Ischemic stroke in patients with COVID-19 is associated with endotheliopathy and a systemic inflammatory response in patients with vascular risk factors. Further research evaluating endothelial and inflammatory markers in the setting of ischemic stroke and COVID-19 in larger, prospective cohorts is needed to validate the findings.
Novel coronavirus disease 2019 (COVID-19) secondary to severe acute respiratory syndrome coronavirus 2 is associated with a diverse array of neurological complications, including ischemic stroke.1–4 Postulated mechanisms of ischemic stroke in COVID-19 include hypercoagulability and endothelial injury,5 although laboratory evidence of these pathways is sparse in patients with stroke. We compare clinical and laboratory characteristics of contemporaneous ischemic stroke patients with and without COVID-19. We analyze relationships between levels of serological markers and the timing and subtype of ischemic stroke among patients with COVID-19.
Full methodological details are provided in the Expanded Materials and Methods (Material in the Data Supplement). The data set compiled for this study will be made available by the corresponding author upon reasonable request. This was a retrospective, observational study of individuals with ischemic stroke and COVID-19 between March 1 and June 6, 2020, across 2 primary stroke centers and 1 comprehensive stroke center in Connecticut. Stroke patients with COVID-19 (n=21) were compared with stroke patients without COVID-19 (n=168) who presented in an overlapping time period. Severe acute respiratory syndrome coronavirus 2 infection was diagnosed by nasopharyngeal reverse transcriptase polymerase chain reaction. We analyzed data from a subset of patients for whom levels of acute phase reactants, inflammation, and hypercoagulability were collected for clinical care; temporal patterns in these laboratory values were analyzed if collected serially in the COVID-19 group (n=18) and analyzed for associations with stroke onset and cause. Laboratory studies for endothelial injury were analyzed on frozen plasma samples from both COVID-19 (n=8) and a subgroup of control patients who donated blood for research immediately before the pandemic (n=13) using the same clinical laboratory platform. The Institutional Review Board approved the study and all patients were cross-referenced with the institution’s research exemption database.

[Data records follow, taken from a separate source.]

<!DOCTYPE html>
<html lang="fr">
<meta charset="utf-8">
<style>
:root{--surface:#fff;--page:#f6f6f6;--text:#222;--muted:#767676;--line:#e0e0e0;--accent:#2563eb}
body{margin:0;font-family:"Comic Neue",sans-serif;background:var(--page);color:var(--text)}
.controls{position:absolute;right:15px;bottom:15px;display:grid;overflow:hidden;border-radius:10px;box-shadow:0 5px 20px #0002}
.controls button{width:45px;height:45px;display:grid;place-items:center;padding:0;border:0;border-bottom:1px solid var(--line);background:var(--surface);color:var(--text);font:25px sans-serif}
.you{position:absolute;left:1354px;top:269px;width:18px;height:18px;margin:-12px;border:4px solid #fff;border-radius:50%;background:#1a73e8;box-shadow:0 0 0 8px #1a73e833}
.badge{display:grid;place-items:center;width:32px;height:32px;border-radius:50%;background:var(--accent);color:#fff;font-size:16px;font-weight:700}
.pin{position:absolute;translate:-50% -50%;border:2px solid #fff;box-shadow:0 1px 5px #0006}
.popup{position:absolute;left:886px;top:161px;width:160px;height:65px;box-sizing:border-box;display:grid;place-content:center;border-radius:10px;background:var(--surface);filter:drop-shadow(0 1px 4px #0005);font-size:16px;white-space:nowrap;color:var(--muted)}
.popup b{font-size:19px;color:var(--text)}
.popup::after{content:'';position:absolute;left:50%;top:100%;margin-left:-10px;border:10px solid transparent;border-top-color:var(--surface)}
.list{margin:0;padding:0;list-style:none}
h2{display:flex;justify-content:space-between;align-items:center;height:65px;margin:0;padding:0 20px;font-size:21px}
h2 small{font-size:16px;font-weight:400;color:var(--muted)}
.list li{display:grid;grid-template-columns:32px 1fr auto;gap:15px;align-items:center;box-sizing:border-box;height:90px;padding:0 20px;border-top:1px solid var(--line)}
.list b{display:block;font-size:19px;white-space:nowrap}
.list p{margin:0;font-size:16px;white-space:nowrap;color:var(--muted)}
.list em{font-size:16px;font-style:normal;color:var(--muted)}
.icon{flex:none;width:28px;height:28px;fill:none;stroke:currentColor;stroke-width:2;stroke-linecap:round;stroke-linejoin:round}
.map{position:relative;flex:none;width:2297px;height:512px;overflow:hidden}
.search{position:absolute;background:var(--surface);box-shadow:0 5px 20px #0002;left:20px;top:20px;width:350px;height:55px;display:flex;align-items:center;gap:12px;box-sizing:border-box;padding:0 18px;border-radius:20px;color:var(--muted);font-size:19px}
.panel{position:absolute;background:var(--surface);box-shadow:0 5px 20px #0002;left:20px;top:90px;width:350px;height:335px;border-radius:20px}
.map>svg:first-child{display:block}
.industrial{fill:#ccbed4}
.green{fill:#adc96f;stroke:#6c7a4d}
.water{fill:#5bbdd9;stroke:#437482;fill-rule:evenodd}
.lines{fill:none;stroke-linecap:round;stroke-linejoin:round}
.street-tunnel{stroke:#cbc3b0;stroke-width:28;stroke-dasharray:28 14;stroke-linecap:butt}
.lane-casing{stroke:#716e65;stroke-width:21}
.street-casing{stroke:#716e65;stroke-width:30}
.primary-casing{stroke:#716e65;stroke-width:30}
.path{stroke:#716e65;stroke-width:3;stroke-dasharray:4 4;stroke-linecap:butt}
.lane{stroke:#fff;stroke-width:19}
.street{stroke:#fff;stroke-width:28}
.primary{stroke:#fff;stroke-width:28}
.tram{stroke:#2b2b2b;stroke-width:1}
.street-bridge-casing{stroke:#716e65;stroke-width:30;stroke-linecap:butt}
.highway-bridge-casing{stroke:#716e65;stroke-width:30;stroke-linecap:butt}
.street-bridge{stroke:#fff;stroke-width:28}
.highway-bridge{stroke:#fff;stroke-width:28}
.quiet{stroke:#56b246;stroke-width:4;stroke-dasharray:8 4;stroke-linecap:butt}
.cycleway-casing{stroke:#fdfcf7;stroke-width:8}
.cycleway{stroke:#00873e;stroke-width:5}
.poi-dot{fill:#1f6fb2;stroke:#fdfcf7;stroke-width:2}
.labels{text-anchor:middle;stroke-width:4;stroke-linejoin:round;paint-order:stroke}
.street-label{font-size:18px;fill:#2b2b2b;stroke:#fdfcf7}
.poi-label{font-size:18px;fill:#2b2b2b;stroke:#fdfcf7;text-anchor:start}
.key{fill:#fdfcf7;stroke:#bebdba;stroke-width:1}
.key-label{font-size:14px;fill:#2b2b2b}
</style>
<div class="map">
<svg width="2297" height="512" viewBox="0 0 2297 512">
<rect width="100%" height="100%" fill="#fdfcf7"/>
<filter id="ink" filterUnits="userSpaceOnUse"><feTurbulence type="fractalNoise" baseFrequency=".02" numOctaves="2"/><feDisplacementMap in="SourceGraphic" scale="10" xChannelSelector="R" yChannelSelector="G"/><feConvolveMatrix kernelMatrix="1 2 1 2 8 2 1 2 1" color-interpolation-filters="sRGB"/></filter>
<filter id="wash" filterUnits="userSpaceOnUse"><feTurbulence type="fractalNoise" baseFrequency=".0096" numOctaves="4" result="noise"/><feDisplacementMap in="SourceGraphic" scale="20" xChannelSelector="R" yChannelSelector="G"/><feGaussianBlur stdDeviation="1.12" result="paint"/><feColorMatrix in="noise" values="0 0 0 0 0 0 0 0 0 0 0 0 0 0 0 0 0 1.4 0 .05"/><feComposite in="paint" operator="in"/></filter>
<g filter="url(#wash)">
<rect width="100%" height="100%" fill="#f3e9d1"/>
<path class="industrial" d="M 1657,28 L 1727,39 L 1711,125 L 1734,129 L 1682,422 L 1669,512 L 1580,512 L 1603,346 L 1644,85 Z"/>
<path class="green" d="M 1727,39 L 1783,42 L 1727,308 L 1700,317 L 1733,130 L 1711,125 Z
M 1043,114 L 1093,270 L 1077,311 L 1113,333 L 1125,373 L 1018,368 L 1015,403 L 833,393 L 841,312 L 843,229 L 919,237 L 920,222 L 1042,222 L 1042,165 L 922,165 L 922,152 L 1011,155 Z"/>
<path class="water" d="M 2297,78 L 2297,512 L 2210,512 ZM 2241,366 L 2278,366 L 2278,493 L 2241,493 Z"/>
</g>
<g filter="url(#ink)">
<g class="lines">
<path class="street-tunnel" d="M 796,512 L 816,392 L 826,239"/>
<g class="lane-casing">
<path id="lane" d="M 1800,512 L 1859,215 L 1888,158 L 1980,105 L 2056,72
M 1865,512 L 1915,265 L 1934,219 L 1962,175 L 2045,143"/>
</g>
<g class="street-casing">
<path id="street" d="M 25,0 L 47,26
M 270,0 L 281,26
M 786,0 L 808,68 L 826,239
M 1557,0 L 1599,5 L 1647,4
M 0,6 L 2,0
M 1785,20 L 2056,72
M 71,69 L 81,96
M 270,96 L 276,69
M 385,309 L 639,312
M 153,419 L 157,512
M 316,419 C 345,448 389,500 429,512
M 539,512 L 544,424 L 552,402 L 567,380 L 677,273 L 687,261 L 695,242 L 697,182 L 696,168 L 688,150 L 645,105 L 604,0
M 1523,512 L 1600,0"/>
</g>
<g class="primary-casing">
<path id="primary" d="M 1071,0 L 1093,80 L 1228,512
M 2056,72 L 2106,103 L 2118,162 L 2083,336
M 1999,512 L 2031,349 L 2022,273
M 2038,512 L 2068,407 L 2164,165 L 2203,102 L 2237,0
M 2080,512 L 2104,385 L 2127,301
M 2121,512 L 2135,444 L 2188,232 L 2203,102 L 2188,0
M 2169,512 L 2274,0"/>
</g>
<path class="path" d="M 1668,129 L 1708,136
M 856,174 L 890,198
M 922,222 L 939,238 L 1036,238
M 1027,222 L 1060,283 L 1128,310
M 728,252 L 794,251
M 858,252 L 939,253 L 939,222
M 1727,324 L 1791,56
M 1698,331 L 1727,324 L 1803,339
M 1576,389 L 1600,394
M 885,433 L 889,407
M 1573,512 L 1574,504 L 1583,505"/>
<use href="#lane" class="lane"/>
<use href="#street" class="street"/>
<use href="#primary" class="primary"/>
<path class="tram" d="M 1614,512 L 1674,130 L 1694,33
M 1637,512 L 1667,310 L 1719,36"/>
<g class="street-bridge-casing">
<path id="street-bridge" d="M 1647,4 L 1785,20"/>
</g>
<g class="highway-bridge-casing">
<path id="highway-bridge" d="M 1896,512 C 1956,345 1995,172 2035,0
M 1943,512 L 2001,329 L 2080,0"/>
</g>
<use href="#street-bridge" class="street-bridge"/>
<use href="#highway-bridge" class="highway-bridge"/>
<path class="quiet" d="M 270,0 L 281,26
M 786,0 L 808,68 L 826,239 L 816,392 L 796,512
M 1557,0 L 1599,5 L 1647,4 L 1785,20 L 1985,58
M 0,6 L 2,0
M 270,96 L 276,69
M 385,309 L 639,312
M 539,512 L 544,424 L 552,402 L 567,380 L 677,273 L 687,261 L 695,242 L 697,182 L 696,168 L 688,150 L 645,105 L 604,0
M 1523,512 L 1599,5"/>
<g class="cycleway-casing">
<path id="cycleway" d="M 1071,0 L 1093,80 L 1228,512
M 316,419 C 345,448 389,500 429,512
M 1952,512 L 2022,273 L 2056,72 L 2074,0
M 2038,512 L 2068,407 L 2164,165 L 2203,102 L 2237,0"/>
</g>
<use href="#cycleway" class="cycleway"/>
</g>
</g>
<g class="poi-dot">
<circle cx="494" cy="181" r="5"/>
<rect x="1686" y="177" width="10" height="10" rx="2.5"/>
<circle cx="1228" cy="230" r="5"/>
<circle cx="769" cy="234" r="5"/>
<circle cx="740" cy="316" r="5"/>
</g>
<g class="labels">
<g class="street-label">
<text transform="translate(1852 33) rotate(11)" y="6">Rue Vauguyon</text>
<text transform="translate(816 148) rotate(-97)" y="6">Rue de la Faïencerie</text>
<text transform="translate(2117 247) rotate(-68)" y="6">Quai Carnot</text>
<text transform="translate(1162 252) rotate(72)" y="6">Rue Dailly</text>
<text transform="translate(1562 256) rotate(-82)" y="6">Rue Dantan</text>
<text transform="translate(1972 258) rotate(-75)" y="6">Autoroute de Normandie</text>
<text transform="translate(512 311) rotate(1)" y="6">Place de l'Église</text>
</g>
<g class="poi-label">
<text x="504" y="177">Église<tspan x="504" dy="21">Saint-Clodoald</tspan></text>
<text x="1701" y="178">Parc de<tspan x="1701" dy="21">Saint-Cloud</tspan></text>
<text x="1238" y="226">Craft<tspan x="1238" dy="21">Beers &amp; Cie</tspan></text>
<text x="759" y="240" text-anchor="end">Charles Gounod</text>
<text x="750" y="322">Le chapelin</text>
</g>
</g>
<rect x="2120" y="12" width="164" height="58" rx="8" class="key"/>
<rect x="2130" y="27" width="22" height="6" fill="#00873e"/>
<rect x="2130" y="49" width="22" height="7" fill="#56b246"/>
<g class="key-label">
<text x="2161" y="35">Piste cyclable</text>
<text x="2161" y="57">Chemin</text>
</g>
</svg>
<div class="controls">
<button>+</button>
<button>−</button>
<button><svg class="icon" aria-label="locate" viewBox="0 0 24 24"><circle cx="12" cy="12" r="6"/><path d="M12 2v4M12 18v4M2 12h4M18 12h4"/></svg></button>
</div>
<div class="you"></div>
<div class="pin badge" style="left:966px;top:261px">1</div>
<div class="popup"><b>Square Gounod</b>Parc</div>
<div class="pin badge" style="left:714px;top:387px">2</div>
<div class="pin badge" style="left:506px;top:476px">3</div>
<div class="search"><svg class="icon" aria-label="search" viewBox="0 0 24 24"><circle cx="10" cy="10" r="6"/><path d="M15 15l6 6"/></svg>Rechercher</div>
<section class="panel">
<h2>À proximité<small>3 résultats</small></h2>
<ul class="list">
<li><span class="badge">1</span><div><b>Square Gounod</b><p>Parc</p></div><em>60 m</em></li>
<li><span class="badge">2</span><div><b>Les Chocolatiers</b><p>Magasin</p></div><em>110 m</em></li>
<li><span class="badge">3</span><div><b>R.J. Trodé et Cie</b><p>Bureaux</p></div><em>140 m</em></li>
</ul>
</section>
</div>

There were 21 stroke patients with COVID-19 and 168 without COVID-19 included in the study. Clinical characteristics are shown in Table 1. There was a significantly higher proportion of stroke patients with COVID-19 who were Hispanic in comparison to the control patients. Traditional stroke risk factors were similar between stroke patients with COVID-19 and control patients. There was no difference in large vessel occlusion or stroke cause between groups. Patients with COVID-19 were significantly less likely to receive tPA (tissue-type plasminogen activator) during the acute pandemic. Among the stroke patients with COVID-19, the median time from COVID-19 symptom onset to ischemic stroke was 7 (interquartile range, 0–13) days. Five patients were asymptomatic from COVID-19 when presenting with a stroke. Nearly 43% developed an additional nonstroke thrombosis (Table I in the Data Supplement).